Daugela Povilas, Cicciù Marco, Saulacic Nikola
Department of Maxillofacial Surgery, Lithuanian University of Health Sciences, Kaunas Lithuania.
Human Pathology Department, Messina University, Messina Italy.
J Oral Maxillofac Res. 2016 Sep 9;7(3):e15. doi: 10.5037/jomr.2016.7315. eCollection 2016 Jul-Sep.
The purpose of the present study was to systematically review the literature on the surgical regenerative treatment of the peri-implantitis and to determine an effective therapeutic predictable option for their clinical management.
The study searched MEDLINE and EMBASE databases from 2006 to 2016. Clinical human studies that had reported changes in probing depth (PD) and/or bleeding on probing (BOP) and/or radiologic marginal bone level (RBL) changes after peri-implantitis surgical treatment at 12-month follow-up or longer were included accordingly to PRISMA guidelines.
The initial search obtained 883 citations. After screening and determination of eligibility, 18 articles were included in the review. The meta-analysis of selected studies revealed that the weighted mean RBL fill was 1.97 mm (95% confidence interval [CI] = 1.58 to 2.35 mm), PD reduction was 2.78 mm (95% CI = 2.31 to 3.25 mm), and BOP reduced by 52.5% (95% CI = 41.6 to 63.1%). Defect fill in studies using and not using barrier membranes for graft coverage was 1.86 mm (95% CI = 1.36 to 2.36 mm) and 2.12 mm (95% CI = 1.46 to 2.78 mm) correspondingly. High heterogeneity among the studies regarding defects morphology, surgical protocols, and selection of biomaterials were found.

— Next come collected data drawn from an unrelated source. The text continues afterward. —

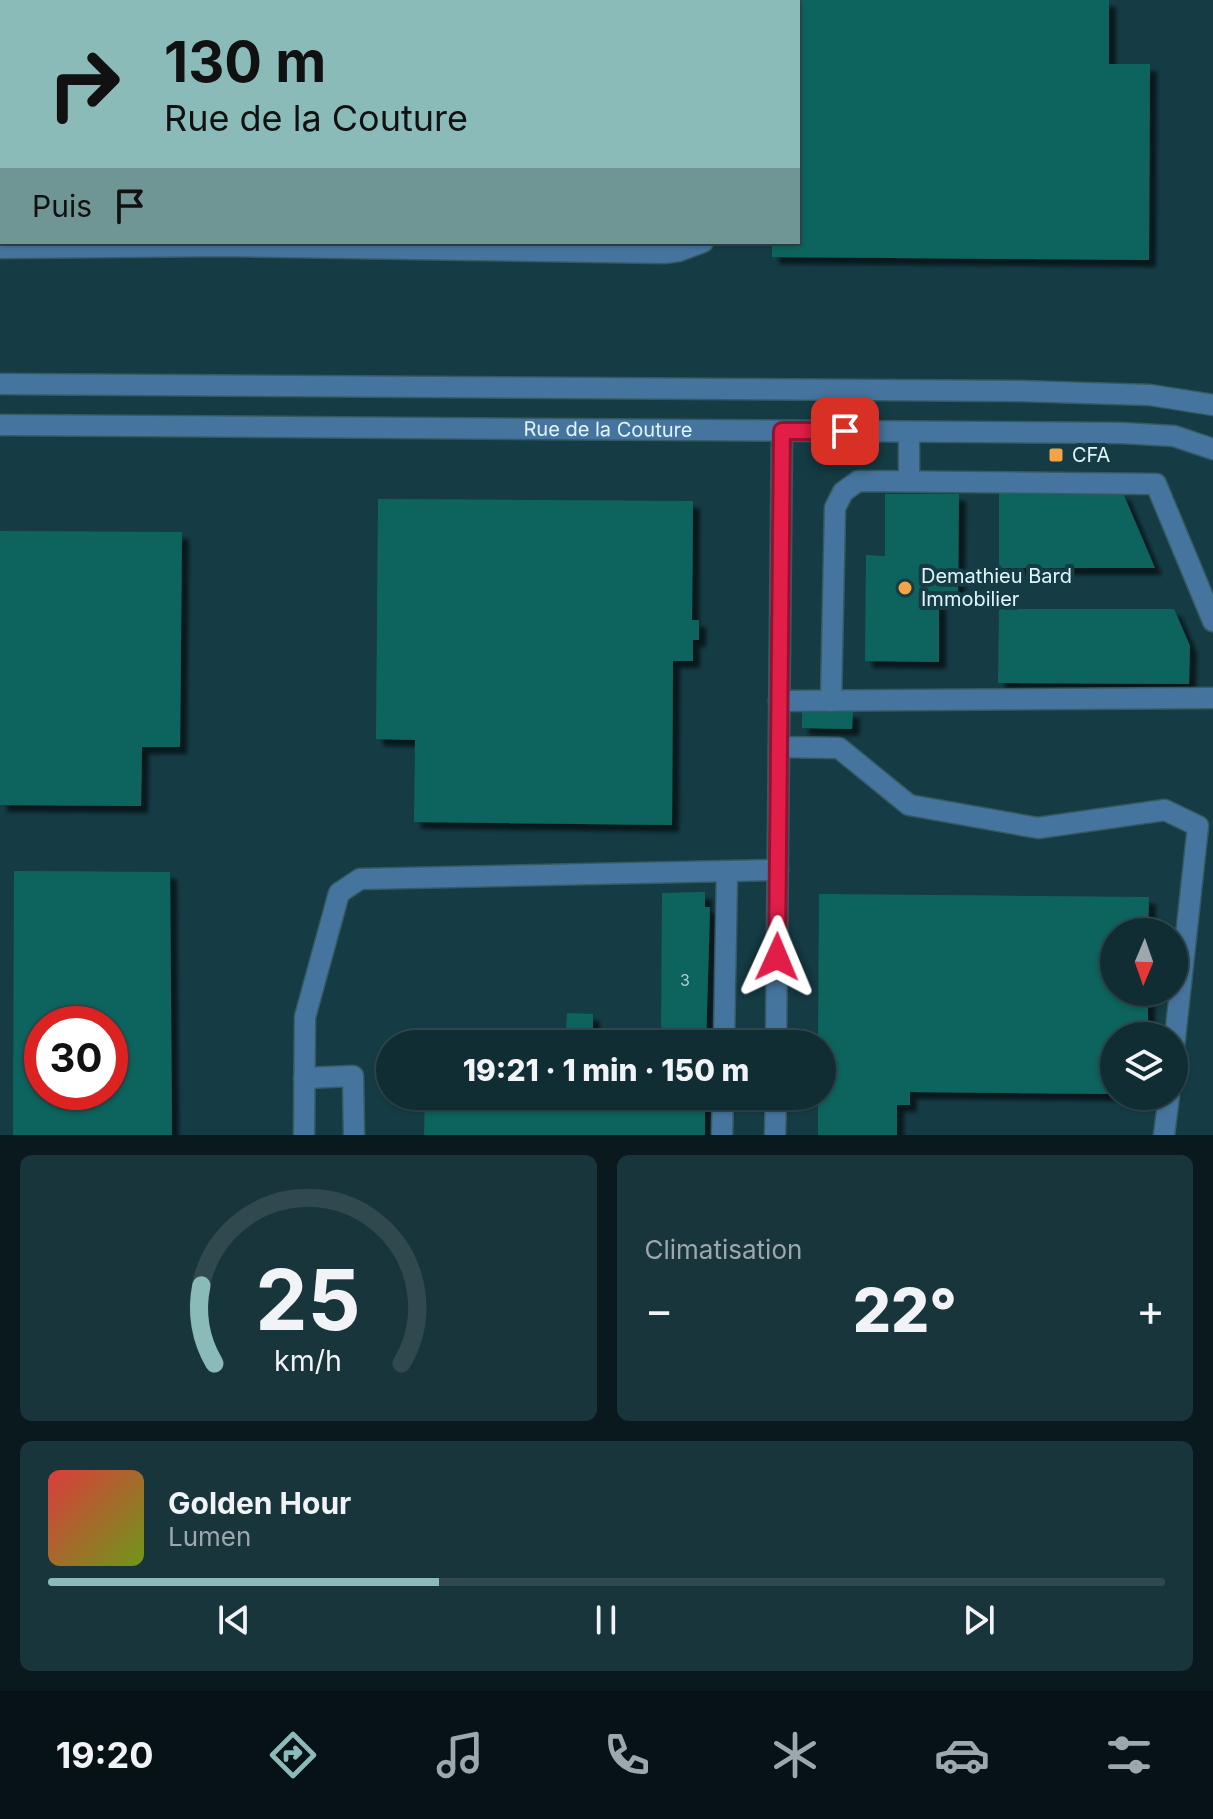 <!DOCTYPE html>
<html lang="fr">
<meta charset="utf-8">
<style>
:root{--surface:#102d34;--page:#19353c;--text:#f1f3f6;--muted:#9ca8ac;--line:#30494f;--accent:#8bbbb9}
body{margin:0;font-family:Inter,sans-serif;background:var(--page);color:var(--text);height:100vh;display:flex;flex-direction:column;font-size:30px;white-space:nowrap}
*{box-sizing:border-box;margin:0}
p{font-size:26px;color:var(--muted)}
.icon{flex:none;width:44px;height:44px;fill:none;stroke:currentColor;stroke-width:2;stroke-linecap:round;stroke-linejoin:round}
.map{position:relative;height:1135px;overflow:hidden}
.panel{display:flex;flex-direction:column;gap:20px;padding:20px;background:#09191d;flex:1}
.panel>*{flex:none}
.banner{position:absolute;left:0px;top:0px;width:800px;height:244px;box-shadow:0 2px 6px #0004,0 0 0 2px var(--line);background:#8bbbb9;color:#111;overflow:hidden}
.needle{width:52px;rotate:182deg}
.buttons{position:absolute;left:1100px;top:918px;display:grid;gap:16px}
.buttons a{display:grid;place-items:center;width:88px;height:88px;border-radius:50%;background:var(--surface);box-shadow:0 2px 6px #0004,0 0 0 2px var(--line);font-size:40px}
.speed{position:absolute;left:24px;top:1006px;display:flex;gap:16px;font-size:40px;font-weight:700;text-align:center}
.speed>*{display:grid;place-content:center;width:104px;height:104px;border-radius:50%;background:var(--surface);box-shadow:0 2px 6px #0004,0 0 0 2px var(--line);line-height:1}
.speed .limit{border:12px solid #d22;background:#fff;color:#111}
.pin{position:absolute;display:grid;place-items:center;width:68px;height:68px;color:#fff;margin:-34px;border-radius:16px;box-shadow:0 4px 12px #0006}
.me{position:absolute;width:88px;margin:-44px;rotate:1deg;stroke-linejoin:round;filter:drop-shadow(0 0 6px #0008)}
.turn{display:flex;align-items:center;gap:28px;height:168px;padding:0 32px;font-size:36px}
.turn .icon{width:104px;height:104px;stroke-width:2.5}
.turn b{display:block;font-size:56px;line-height:68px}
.then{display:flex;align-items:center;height:76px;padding:0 32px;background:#0003;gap:16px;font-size:30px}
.big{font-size:60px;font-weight:800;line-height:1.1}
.panel .tile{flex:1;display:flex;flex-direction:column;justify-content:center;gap:12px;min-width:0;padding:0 28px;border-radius:12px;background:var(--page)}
.panel .dial{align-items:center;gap:0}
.dial svg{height:208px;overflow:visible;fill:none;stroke:var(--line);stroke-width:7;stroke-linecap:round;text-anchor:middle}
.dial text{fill:var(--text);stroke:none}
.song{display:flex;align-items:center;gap:24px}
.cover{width:96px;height:96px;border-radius:12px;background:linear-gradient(135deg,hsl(0 70% 55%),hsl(80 70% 35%))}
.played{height:8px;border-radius:4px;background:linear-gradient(90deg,var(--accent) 35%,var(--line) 35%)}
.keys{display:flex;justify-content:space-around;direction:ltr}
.heat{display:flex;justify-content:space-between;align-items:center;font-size:44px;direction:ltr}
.panel .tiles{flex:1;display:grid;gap:20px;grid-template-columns:1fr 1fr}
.tile:last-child{grid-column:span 2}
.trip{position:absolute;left:376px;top:1030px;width:460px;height:80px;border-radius:40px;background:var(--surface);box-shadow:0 2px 6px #0004,0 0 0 2px var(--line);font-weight:800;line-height:80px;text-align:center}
.tab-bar{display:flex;height:128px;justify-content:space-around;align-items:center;background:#061215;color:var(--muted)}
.tab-bar .icon{width:56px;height:56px}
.tab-bar .current{color:var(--accent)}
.tab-bar b{font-size:36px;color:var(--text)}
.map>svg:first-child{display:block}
.building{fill:#11645d;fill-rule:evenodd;filter:url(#shadow)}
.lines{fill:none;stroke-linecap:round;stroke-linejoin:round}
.minor-tunnel{stroke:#335860;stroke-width:20;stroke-dasharray:20 10;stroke-linecap:butt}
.minor-casing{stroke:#355a62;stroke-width:23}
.minor{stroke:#45759e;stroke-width:20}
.route-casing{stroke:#92132f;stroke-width:20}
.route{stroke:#e11d48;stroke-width:14}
.poi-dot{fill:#f4a444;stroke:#153c45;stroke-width:3}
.labels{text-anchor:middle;stroke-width:8;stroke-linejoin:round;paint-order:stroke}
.number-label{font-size:16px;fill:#acd1d4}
.street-label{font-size:20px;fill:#e0f5fb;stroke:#153c45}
.poi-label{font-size:20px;fill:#e0f5fb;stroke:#153c45;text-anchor:start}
</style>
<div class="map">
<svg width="1213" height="1135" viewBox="0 0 1213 1135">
<defs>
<filter id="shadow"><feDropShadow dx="7" dy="7" stdDeviation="2" flood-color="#0009"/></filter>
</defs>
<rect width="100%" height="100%" fill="#153c45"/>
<!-- building -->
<g class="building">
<polygon points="798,0 1109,0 1109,64 1150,64 1149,260 772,257 772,242 798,242"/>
<polygon points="999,493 1123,493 1155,568 999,568"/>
<polygon points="885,494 959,494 958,595 939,596 939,662 865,661 866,555 885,556"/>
<polygon points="378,499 693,501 692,620 699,620 699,640 693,640 693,661 673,661 672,825 414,822 415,740 376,739"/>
<polygon points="0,531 182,532 180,747 142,747 141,806 0,805"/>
<polygon points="999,609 1174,609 1190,646 1189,684 998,683"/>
<polygon points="802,710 853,711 852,729 802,728"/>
<path d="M14 871 170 872 172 1135H13ZM42 1024H110V1092H42Z"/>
<polygon points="705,892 705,907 710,907 706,1044 661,1044 662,893"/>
<polygon points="819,894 1149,897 1148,932 1114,932 1114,992 1148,992 1148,1036 1114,1036 1114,1094 910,1092 910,1105 897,1105 897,1135 818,1135 818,1096 822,1096 822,1044 818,1044"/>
<polygon points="567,1013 593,1014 593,1034 643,1035 644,1044 563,1044 563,1033 566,1033"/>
<polygon points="425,1096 705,1096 705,1135 424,1135"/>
</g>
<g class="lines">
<!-- minor-tunnel -->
<polyline class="minor-tunnel" points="53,2 53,0"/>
<defs>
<g id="minor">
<polyline points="740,2 740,0"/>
<polyline points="0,248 226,246 664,253 679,251 703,242"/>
<polyline points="0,384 1020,391 1150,395 1213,405"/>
<path id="s1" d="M0 425 1121 433 1174 436 1213 449"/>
<polyline points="909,480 909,432"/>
<polyline points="779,701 1213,698"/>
<polyline points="831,701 835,508 843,492 858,481 1156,484 1213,621"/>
<polyline points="779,747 839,748 909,805 1038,828 1165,810 1198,826 1174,1047"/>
<polyline points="724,1044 727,872"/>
<polyline points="776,1044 782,431"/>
<polyline points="304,1078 353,1076 354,1135"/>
<polyline points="304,1135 305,1017 339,893 360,879 778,870"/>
<polyline points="722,1135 723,1096"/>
<polyline points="775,1135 776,1096"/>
<polyline points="1164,1135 1169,1096"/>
</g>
</defs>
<!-- minor casing -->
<use href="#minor" class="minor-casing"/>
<!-- minor -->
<use href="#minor" class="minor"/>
</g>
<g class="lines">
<defs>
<polyline id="route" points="777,957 782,431 845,431"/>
</defs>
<!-- route casing -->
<use href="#route" class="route-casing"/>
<!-- route -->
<use href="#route" class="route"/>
</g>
<!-- markers -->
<g class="poi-dot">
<rect x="1048" y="447" width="16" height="16" rx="4"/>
<circle cx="905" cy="588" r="8"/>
</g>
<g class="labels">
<!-- number labels -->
<g class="number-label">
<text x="685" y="986">3</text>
</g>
<!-- street labels -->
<g class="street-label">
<text dy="7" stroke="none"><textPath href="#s1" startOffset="608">Rue de la Couture</textPath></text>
</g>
<!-- poi labels -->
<g class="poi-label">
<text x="1072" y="462">CFA</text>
<text x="921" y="583">Demathieu Bard<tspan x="921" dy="23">Immobilier</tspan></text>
</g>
</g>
</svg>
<div class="buttons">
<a><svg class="needle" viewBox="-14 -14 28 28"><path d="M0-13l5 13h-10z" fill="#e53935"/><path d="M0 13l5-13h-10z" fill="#9ca8ac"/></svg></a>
<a><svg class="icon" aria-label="layers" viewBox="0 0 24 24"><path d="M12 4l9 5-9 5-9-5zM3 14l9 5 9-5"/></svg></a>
</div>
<div class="speed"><div class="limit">30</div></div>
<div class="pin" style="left:845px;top:431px;background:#d93025"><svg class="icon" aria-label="arrive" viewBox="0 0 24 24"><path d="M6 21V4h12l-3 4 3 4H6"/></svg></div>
<svg class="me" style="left:777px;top:957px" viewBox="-20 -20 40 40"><path d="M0-17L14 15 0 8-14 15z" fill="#e11d48" stroke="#fff" stroke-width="4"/></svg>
<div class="trip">19:21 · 1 min · 150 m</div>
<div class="banner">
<div class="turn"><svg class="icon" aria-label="right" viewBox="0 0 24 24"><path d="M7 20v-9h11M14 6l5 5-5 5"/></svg><div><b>130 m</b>Rue de la Couture</div></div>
<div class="then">Puis<svg class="icon" aria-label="arrive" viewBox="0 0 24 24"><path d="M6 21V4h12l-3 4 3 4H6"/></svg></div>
</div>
</div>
<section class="panel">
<div class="tiles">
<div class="tile dial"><svg viewBox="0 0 100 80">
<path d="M14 69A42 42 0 1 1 86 69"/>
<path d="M14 69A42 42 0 0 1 9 39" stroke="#8bbbb9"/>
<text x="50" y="56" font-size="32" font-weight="700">25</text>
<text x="50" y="72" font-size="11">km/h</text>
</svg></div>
<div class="tile"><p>Climatisation</p>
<div class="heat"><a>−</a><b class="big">22°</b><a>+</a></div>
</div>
<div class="tile">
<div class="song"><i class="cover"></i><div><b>Golden Hour</b><p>Lumen</p></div></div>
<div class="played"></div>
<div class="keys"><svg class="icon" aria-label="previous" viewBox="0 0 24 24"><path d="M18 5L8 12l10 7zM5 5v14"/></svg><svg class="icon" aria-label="pause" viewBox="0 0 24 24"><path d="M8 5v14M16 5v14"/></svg><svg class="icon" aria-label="next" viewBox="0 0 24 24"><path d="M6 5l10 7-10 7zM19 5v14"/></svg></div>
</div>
</div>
</section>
<nav class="tab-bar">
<b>19:20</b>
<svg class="icon current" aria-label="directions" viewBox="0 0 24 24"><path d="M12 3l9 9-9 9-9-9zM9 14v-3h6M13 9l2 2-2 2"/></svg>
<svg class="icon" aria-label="music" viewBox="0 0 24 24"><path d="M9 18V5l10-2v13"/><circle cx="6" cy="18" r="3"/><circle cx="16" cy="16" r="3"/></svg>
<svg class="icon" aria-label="phone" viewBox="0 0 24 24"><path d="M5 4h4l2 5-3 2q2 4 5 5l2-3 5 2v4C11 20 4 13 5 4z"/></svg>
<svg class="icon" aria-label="climate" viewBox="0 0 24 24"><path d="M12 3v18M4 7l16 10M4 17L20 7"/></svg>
<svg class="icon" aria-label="car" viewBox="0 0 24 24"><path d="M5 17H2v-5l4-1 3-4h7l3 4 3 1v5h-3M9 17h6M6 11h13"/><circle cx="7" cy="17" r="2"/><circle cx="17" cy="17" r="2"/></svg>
<svg class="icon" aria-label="filters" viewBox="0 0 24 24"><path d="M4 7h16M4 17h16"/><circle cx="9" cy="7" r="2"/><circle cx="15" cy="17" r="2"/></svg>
</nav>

All included studies underlined an improvement of clinical conditions after the surgical regenerative treatment of peri-implantitis, however, there is a lack of scientific evidence in the literature regarding the superiority of the regenerative versus non-regenerative surgical treatment. The presence of a barrier membrane or submergence in the regenerative procedure does not seem to be fundamental in order to obtain clinical success of the surgery.
本研究旨在系统回顾种植体周围炎手术再生治疗的相关文献,并确定一种有效的、可预测的临床治疗方案。
本研究检索了2006年至2016年的MEDLINE和EMBASE数据库。根据PRISMA指南,纳入了在种植体周围炎手术治疗后12个月或更长时间随访时报告了探诊深度(PD)和/或探诊出血(BOP)变化和/或放射学边缘骨水平(RBL)变化的临床人体研究。
初步检索获得883篇文献。经过筛选和确定纳入标准,18篇文章被纳入本综述。对所选研究的荟萃分析显示,加权平均RBL填充量为1.97毫米(95%置信区间[CI]=1.58至2.35毫米),PD减少2.78毫米(95%CI=2.31至3.25毫米),BOP减少52.5%(95%CI=41.6至63.1%)。使用和未使用屏障膜覆盖植骨的研究中,缺损填充量分别为1.86毫米(95%CI=1.36至2.36毫米)和2.12毫米(95%CI=1.46至2.78毫米)。研究发现,在缺损形态、手术方案和生物材料选择方面存在高度异质性。
所有纳入研究均强调种植体周围炎手术再生治疗后临床状况有所改善,然而,文献中缺乏关于再生手术与非再生手术治疗优越性的科学证据。在再生手术中,屏障膜的存在或植入似乎并非获得手术临床成功的关键因素。